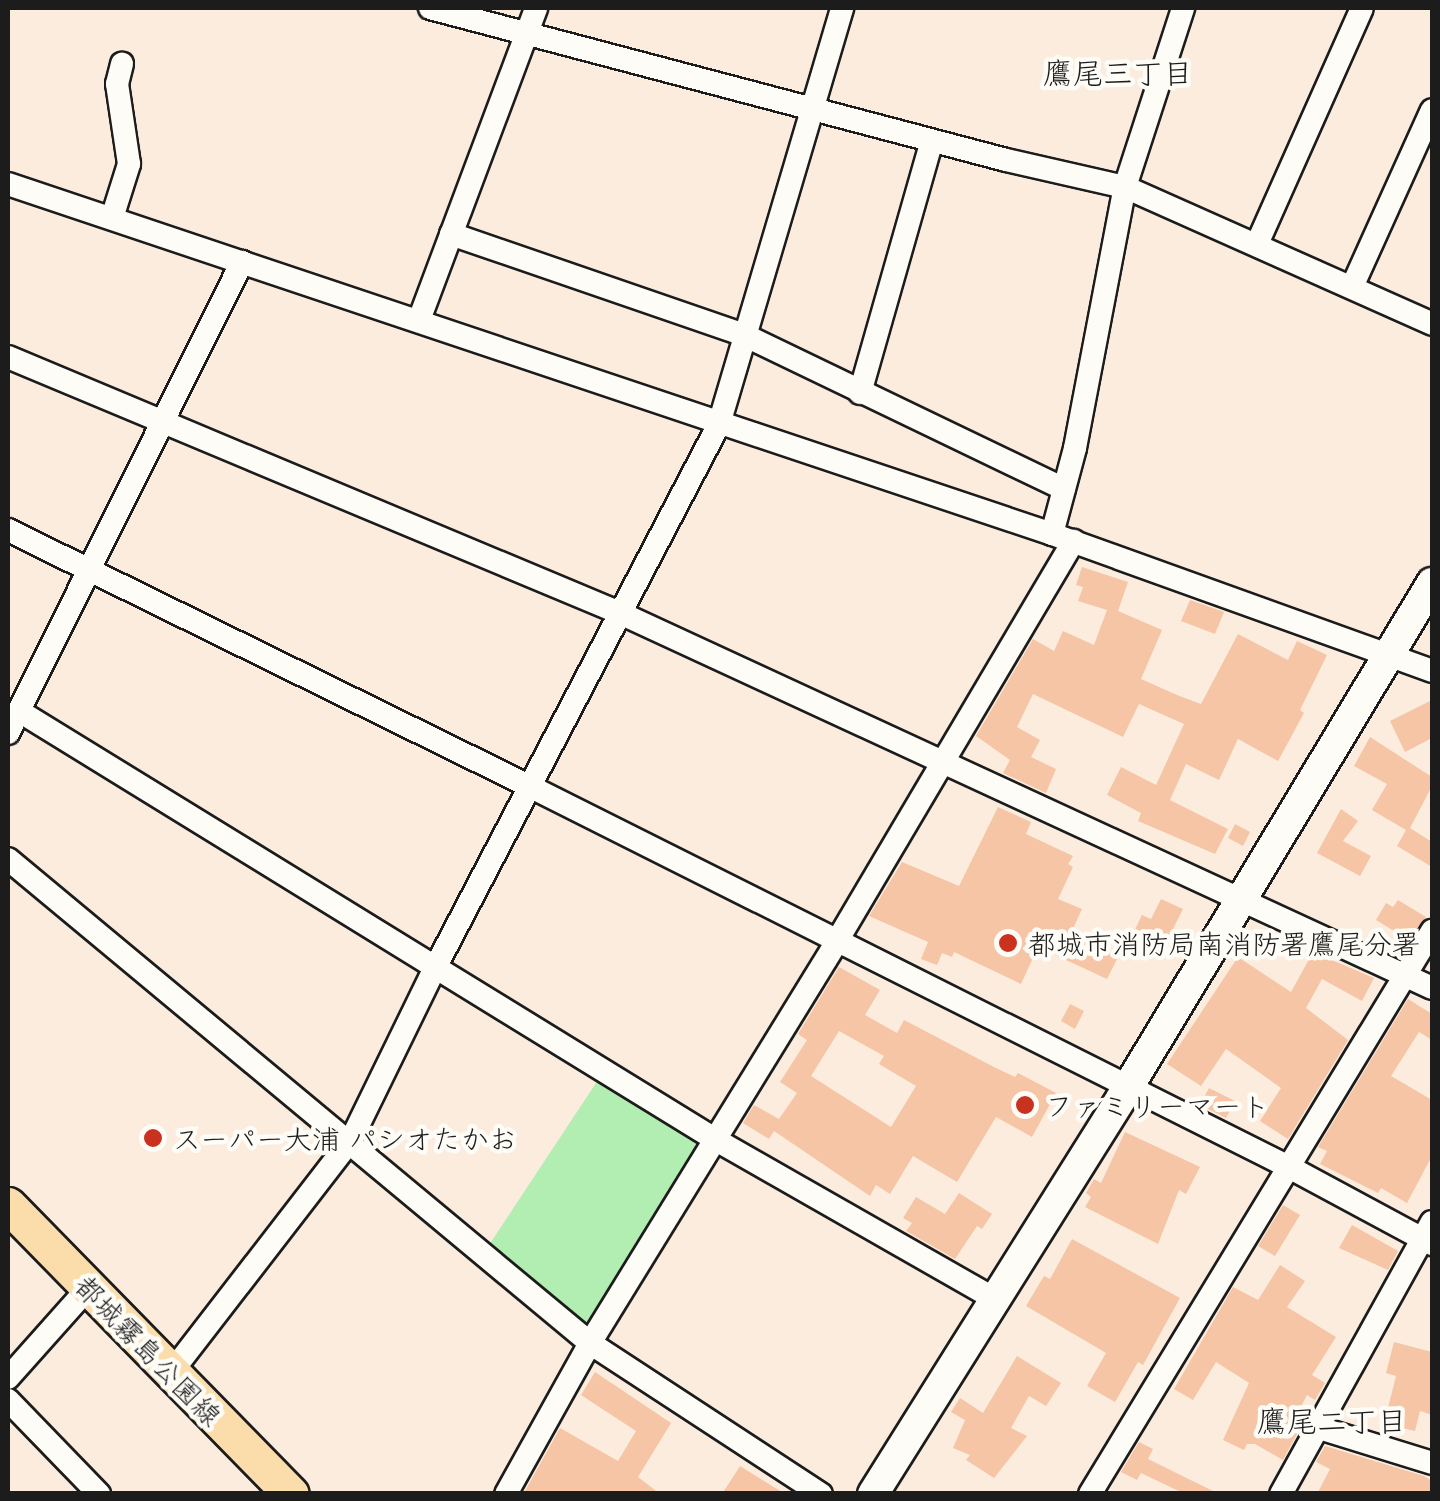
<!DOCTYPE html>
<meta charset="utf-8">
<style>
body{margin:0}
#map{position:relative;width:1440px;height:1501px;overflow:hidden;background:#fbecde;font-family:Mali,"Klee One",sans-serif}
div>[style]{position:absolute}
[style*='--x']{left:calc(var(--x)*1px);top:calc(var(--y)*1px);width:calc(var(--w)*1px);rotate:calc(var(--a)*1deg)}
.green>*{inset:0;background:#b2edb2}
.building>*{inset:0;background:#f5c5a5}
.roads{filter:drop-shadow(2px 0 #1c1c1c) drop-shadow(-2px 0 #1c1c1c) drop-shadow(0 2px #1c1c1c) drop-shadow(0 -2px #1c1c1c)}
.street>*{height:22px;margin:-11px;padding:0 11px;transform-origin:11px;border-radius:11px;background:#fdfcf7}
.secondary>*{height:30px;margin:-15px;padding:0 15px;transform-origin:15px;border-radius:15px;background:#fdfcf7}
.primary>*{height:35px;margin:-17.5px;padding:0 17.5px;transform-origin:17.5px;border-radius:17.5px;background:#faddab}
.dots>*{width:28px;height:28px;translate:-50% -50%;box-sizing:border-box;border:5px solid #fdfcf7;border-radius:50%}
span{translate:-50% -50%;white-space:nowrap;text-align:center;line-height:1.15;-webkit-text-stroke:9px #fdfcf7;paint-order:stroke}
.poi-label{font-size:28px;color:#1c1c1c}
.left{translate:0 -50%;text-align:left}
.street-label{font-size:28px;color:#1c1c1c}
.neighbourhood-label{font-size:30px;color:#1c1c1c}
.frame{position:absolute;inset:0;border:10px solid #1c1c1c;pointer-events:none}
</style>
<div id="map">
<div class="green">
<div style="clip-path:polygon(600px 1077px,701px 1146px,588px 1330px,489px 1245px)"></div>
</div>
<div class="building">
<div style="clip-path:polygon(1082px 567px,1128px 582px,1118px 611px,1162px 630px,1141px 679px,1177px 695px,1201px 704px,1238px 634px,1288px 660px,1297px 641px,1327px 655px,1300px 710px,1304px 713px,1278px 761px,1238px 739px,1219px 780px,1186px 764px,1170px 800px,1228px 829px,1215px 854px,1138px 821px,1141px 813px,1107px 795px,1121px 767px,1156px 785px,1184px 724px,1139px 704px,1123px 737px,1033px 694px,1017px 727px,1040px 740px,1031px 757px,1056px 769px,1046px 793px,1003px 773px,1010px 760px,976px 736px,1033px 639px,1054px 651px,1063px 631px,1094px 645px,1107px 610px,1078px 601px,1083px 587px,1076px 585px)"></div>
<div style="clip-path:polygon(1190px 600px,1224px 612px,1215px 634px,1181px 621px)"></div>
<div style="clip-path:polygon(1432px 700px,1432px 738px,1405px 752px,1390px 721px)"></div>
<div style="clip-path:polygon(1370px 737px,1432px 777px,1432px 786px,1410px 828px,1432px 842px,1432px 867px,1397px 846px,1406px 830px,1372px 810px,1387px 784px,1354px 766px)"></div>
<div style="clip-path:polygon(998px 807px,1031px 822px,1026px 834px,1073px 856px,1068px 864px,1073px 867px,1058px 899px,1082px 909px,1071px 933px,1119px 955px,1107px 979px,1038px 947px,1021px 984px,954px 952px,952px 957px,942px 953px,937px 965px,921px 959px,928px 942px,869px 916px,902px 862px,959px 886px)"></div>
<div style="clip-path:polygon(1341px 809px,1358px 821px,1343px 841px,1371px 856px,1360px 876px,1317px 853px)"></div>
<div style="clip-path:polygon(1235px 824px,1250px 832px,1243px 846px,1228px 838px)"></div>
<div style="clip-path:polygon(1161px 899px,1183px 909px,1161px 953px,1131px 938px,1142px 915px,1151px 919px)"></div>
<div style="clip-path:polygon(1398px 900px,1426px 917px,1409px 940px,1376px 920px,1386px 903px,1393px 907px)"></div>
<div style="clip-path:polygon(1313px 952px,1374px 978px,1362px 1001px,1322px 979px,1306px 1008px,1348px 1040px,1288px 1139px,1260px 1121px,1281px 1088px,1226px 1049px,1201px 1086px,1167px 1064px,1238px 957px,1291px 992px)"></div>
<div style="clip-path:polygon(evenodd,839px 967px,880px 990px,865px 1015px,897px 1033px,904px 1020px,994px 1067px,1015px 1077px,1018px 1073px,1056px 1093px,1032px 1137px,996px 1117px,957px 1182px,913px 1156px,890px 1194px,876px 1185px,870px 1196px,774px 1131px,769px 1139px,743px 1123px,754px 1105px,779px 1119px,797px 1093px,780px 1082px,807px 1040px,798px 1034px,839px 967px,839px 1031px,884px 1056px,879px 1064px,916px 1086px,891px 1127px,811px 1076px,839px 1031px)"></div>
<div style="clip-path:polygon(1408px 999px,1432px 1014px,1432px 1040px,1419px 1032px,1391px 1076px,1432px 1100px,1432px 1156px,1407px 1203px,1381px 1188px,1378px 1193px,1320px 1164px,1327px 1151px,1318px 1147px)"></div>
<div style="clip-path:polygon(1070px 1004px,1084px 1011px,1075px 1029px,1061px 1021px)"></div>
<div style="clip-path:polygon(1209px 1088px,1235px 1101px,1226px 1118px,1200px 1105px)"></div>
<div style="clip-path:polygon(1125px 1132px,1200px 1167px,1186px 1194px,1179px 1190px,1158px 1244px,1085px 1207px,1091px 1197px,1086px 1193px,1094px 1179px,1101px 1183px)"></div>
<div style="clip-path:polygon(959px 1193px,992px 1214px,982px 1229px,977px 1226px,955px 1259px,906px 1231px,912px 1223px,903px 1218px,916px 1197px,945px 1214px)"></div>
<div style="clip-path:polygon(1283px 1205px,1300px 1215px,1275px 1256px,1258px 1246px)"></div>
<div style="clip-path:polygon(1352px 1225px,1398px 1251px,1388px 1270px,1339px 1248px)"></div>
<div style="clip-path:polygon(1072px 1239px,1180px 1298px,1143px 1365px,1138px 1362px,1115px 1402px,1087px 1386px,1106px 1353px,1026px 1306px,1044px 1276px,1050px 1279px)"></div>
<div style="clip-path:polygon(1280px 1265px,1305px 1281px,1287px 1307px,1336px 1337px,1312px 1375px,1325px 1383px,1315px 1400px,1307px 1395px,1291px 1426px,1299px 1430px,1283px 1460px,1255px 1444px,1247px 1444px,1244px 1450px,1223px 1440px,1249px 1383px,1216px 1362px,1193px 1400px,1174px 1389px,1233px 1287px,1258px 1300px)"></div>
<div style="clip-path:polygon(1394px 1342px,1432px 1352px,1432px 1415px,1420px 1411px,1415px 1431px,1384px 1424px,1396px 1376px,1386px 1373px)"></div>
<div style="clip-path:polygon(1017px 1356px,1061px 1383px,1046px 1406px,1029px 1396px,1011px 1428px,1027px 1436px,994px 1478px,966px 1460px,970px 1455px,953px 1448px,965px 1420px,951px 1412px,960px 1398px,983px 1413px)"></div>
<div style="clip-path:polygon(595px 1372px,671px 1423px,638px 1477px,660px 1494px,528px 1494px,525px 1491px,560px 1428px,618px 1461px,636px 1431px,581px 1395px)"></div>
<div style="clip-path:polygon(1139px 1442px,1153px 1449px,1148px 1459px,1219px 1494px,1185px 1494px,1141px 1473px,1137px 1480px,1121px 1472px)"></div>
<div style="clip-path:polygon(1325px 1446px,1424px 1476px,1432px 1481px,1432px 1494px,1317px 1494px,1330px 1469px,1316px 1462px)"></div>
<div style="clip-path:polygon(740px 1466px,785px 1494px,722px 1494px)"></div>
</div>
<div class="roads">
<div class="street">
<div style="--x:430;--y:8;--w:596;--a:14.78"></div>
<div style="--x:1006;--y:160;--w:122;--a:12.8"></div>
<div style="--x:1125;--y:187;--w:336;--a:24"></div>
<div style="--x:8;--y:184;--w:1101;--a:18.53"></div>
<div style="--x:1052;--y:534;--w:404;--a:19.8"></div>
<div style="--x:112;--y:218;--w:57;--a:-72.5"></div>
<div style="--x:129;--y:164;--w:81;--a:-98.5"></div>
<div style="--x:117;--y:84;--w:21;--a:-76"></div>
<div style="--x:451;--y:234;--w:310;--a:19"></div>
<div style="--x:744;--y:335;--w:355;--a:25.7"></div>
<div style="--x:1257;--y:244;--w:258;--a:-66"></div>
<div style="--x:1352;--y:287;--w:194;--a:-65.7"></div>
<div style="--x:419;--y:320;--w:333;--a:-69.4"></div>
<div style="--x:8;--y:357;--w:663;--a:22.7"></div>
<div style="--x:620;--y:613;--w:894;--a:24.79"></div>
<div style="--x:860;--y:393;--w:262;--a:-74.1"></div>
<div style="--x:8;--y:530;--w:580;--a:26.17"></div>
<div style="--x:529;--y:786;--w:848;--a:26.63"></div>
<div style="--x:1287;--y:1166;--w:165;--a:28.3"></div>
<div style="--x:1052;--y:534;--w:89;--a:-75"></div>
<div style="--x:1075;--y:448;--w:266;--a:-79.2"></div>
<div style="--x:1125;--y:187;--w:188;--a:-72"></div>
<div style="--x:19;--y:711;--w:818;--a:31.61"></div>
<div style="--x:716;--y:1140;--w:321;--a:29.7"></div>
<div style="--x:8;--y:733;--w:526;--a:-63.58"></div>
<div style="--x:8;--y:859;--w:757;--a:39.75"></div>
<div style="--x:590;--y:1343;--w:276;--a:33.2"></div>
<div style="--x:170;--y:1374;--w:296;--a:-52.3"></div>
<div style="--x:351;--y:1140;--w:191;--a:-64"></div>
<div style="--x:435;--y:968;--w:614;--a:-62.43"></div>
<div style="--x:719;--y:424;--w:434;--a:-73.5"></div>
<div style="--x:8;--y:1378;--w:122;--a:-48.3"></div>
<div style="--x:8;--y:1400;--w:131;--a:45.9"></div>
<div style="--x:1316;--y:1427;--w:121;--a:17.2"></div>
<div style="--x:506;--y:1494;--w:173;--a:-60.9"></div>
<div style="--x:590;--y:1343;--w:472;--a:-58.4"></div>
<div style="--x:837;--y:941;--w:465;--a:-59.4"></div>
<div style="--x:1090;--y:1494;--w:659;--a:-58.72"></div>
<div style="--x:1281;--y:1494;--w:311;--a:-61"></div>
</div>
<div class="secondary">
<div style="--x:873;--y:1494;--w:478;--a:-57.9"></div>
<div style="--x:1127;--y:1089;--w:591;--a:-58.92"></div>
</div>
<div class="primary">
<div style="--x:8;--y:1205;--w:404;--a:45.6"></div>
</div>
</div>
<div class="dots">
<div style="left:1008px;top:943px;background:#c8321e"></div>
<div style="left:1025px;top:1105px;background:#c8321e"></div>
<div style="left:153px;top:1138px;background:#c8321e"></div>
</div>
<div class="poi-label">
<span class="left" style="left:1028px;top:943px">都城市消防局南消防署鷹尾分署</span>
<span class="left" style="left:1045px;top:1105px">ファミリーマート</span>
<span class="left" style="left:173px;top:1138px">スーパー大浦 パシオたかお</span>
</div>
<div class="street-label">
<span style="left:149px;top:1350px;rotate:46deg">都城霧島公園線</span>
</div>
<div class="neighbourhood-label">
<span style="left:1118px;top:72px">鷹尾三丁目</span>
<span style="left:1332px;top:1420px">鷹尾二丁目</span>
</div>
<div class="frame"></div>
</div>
━━━
Problem to work on:
Transcribe exactly the lines that run from the first line of the records above through the line with "0 #1c1c1c) drop-shadow(-2px", and include both of those lines; pictures stay out.

Solution:
<!DOCTYPE html>
<meta charset="utf-8">
<style>
body{margin:0}
#map{position:relative;width:1440px;height:1501px;overflow:hidden;background:#fbecde;font-family:Mali,"Klee One",sans-serif}
div>[style]{position:absolute}
[style*='--x']{left:calc(var(--x)*1px);top:calc(var(--y)*1px);width:calc(var(--w)*1px);rotate:calc(var(--a)*1deg)}
.green>*{inset:0;background:#b2edb2}
.building>*{inset:0;background:#f5c5a5}
.roads{filter:drop-shadow(2px 0 #1c1c1c) drop-shadow(-2px 0 #1c1c1c) drop-shadow(0 2px #1c1c1c) drop-shadow(0 -2px #1c1c1c)}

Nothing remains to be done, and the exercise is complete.